Knowing the study’s objective—to assess the realism of synthetically generated images—likely predisposed the readers to scrutinize each image more critically. This awareness could have heightened sensitivity to any minor imperfections, predisposing the readers to identify these as indicators of synthetic origin. Admittedly, it is virtually impossible to completely isolate this information from the readers since the core of our evaluation involved discerning the nature of the images, thus directly revealing the study’s design.
We openly acknowledge that the design of our study might have influenced the readers’ judgments. Recognizing this does not diminish the validity of our findings but rather enhances the transparency and integrity of our analysis. This situation underscores the need for further research to quantify and adjust for such bias, ensuring that the conclusions drawn are robust and applicable in real-world diagnostic settings. This will help in developing methodologies that better emulate the blind assessments typically conducted in clinical practice.
Several other limitations to our study warrant acknowledgment. First, our model was limited to axial T2W images and excluded other crucial sequences. Future studies could explore enhancing image quality across all sequences and integrating them into a single DL pipeline for more effective improvements.20 Although our study employed PI-QUAL V1, we acknowledge that V2.0 was released during our study period. Future studies should utilize the updated version for assessment.

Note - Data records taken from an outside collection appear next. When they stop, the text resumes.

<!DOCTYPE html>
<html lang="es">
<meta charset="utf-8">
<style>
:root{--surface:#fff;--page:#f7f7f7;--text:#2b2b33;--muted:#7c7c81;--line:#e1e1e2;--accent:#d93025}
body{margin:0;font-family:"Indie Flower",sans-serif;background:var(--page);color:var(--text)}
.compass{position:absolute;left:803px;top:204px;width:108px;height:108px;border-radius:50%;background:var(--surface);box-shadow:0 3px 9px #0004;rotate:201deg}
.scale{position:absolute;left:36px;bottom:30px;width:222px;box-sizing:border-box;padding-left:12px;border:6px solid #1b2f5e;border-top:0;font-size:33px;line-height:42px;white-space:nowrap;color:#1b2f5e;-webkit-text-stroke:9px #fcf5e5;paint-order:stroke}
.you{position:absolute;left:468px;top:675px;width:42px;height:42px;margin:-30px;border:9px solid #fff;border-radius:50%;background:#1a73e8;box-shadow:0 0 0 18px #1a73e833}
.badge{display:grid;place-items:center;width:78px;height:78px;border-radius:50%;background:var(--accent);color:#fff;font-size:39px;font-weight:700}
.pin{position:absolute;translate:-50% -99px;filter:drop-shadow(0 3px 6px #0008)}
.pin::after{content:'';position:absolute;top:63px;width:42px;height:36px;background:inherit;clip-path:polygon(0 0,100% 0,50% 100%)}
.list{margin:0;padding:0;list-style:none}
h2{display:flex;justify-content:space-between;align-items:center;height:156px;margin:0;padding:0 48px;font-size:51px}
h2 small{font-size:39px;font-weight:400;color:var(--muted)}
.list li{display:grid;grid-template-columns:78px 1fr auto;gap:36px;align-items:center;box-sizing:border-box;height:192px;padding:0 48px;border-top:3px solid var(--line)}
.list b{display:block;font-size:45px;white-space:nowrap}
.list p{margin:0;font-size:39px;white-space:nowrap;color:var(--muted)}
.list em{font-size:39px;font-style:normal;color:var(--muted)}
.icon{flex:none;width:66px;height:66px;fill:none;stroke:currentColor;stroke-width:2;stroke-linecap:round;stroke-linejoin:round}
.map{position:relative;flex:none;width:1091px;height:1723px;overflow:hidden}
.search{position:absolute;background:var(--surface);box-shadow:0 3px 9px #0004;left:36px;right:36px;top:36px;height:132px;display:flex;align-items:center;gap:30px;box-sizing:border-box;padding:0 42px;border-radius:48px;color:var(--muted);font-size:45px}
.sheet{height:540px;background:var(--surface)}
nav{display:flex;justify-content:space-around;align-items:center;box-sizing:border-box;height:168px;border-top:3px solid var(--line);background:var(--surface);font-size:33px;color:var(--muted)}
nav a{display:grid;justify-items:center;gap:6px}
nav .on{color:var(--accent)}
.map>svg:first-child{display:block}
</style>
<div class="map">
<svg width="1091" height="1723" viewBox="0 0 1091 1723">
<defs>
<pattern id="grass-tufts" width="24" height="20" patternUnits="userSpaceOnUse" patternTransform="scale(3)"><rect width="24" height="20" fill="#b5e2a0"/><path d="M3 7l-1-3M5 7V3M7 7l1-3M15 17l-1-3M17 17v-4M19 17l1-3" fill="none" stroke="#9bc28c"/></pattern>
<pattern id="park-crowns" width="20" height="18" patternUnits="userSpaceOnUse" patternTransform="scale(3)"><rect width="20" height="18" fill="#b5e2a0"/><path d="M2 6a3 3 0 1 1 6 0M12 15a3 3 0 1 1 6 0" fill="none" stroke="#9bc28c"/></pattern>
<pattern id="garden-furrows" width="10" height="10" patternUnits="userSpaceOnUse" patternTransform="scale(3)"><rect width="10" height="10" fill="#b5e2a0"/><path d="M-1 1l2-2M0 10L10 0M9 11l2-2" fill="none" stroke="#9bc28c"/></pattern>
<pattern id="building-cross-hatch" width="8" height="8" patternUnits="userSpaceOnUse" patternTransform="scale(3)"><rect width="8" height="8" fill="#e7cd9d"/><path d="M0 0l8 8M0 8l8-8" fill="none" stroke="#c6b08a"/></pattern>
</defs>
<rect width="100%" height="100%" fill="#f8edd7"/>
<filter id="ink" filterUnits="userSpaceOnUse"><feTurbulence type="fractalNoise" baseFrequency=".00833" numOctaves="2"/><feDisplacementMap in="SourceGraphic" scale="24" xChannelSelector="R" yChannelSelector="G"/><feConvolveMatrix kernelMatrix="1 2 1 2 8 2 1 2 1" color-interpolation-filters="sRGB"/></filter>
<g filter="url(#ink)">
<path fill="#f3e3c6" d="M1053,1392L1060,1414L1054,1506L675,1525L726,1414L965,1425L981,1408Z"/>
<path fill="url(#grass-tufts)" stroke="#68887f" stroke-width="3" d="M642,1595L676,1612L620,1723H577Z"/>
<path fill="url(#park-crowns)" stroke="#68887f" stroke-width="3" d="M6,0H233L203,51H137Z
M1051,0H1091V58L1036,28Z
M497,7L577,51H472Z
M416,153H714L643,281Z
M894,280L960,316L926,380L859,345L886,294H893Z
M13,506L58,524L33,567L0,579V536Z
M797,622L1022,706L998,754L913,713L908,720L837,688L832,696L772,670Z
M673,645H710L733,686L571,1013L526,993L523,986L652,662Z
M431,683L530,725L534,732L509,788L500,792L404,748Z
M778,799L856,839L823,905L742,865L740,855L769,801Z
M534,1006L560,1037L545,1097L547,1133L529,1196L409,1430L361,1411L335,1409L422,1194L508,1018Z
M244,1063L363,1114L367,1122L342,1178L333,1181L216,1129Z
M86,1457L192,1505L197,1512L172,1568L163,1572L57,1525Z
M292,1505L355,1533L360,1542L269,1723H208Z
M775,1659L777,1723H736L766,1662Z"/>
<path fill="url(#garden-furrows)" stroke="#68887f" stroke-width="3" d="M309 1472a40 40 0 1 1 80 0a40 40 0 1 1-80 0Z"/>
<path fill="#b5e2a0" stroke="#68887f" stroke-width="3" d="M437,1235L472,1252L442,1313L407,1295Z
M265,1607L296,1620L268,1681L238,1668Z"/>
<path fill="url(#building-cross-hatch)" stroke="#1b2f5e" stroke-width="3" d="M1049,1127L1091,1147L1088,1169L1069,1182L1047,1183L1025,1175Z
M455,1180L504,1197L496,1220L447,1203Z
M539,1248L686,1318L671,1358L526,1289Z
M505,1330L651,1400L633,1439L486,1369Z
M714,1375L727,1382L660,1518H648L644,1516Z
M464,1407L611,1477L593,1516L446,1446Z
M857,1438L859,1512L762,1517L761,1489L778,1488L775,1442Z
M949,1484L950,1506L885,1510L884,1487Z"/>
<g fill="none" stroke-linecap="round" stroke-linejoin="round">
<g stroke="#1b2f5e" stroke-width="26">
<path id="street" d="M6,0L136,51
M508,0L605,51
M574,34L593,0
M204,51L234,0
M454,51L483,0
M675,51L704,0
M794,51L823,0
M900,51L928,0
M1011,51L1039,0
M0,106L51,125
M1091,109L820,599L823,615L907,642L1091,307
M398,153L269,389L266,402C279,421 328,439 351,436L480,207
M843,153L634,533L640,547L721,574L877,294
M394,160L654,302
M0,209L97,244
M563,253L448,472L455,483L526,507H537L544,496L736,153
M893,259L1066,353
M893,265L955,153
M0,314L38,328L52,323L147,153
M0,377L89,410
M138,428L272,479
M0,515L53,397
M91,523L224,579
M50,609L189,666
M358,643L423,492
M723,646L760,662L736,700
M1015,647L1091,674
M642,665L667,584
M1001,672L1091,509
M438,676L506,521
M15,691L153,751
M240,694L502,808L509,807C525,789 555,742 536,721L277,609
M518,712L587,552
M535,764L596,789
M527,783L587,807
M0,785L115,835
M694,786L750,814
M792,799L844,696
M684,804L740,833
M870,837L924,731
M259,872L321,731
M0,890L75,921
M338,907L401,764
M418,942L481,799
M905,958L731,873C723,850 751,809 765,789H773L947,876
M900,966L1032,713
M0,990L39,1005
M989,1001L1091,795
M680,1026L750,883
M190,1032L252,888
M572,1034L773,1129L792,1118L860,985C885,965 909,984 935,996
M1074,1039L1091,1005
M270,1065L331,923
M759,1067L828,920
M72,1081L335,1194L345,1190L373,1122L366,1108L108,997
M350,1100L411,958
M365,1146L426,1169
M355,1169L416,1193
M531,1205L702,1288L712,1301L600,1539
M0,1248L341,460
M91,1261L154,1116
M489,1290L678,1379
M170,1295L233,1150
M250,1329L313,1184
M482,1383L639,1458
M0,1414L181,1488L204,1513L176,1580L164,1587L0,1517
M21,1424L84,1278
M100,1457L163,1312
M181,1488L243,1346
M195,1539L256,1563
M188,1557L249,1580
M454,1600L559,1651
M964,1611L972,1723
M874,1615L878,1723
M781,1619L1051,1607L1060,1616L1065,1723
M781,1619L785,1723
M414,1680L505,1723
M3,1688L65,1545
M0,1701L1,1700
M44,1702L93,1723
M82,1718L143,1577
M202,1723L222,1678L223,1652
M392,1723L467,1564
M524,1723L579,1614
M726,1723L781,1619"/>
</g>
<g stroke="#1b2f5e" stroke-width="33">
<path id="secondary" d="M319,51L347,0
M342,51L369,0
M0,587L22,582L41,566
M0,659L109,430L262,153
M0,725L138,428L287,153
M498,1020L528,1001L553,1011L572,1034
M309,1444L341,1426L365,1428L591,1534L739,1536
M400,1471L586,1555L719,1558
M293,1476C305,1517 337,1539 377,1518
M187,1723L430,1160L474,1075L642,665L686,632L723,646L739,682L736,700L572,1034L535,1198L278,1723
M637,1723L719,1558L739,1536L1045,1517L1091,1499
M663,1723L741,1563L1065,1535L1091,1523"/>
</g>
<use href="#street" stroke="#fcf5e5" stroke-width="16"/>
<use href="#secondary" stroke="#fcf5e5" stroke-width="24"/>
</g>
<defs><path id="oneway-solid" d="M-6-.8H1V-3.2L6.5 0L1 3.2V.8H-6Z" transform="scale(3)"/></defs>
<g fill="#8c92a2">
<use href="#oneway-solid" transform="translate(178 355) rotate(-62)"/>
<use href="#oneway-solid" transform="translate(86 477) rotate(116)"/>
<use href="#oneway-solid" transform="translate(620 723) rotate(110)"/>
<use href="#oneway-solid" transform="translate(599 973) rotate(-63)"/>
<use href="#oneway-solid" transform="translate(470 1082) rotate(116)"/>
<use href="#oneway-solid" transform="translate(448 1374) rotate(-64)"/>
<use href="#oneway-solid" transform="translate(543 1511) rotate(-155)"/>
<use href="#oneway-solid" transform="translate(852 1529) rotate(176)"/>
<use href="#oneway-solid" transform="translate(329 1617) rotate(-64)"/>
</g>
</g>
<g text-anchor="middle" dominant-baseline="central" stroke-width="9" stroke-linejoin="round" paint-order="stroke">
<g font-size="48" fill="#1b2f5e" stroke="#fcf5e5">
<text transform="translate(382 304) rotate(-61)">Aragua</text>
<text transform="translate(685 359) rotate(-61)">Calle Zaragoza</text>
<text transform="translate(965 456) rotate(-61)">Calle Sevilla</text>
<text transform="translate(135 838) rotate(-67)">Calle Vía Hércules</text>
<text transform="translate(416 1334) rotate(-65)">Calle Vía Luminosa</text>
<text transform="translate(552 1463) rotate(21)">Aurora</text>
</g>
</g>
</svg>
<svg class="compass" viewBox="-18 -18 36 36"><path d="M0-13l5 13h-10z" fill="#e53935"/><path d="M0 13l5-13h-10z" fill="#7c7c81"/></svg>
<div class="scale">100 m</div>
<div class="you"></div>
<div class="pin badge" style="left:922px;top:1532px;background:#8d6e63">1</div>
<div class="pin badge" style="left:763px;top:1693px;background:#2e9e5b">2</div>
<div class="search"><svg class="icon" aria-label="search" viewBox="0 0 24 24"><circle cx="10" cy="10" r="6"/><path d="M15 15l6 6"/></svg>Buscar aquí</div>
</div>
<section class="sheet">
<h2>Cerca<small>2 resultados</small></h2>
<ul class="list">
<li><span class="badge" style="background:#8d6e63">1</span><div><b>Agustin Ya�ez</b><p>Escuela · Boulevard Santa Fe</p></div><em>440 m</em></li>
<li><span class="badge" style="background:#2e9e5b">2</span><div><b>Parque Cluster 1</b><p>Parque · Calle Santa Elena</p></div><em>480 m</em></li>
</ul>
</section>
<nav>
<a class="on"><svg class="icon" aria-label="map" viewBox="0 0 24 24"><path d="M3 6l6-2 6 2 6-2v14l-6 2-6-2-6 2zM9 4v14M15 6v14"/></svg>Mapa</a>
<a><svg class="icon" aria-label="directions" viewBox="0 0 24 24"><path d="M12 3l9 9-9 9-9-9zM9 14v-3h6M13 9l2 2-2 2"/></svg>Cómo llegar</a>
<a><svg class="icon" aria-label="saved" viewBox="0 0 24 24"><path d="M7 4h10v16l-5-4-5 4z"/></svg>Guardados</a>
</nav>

Second, we used Pix2Pix due to its established use and relatively lower computational demands compared with the state-of-the-art diffusion denoising probabilistic models, which required significantly more resources. Future work will include applying advanced architectures, including transformers and diffusion models for image enhancement.
In conclusion, we demonstrated that a GAN model, Pix2Pix, trained on synthetically degraded axial T2W prostate MRI, can substantially improve image quality as evidenced by quantitative metrics and assessments from multiple readers with varying levels of experience following PI-QUAL criteria, showing no statistical difference in image quality compared with the original images. Additionally, the readers were unable to distinguish between original and synthetic images, indicating that the model did not introduce any unnatural appearance. Furthermore, the same model was able to improve image quality in an external testing dataset of original images, demonstrating its generalizability across datasets and its capability to improve both original and synthetically degraded images.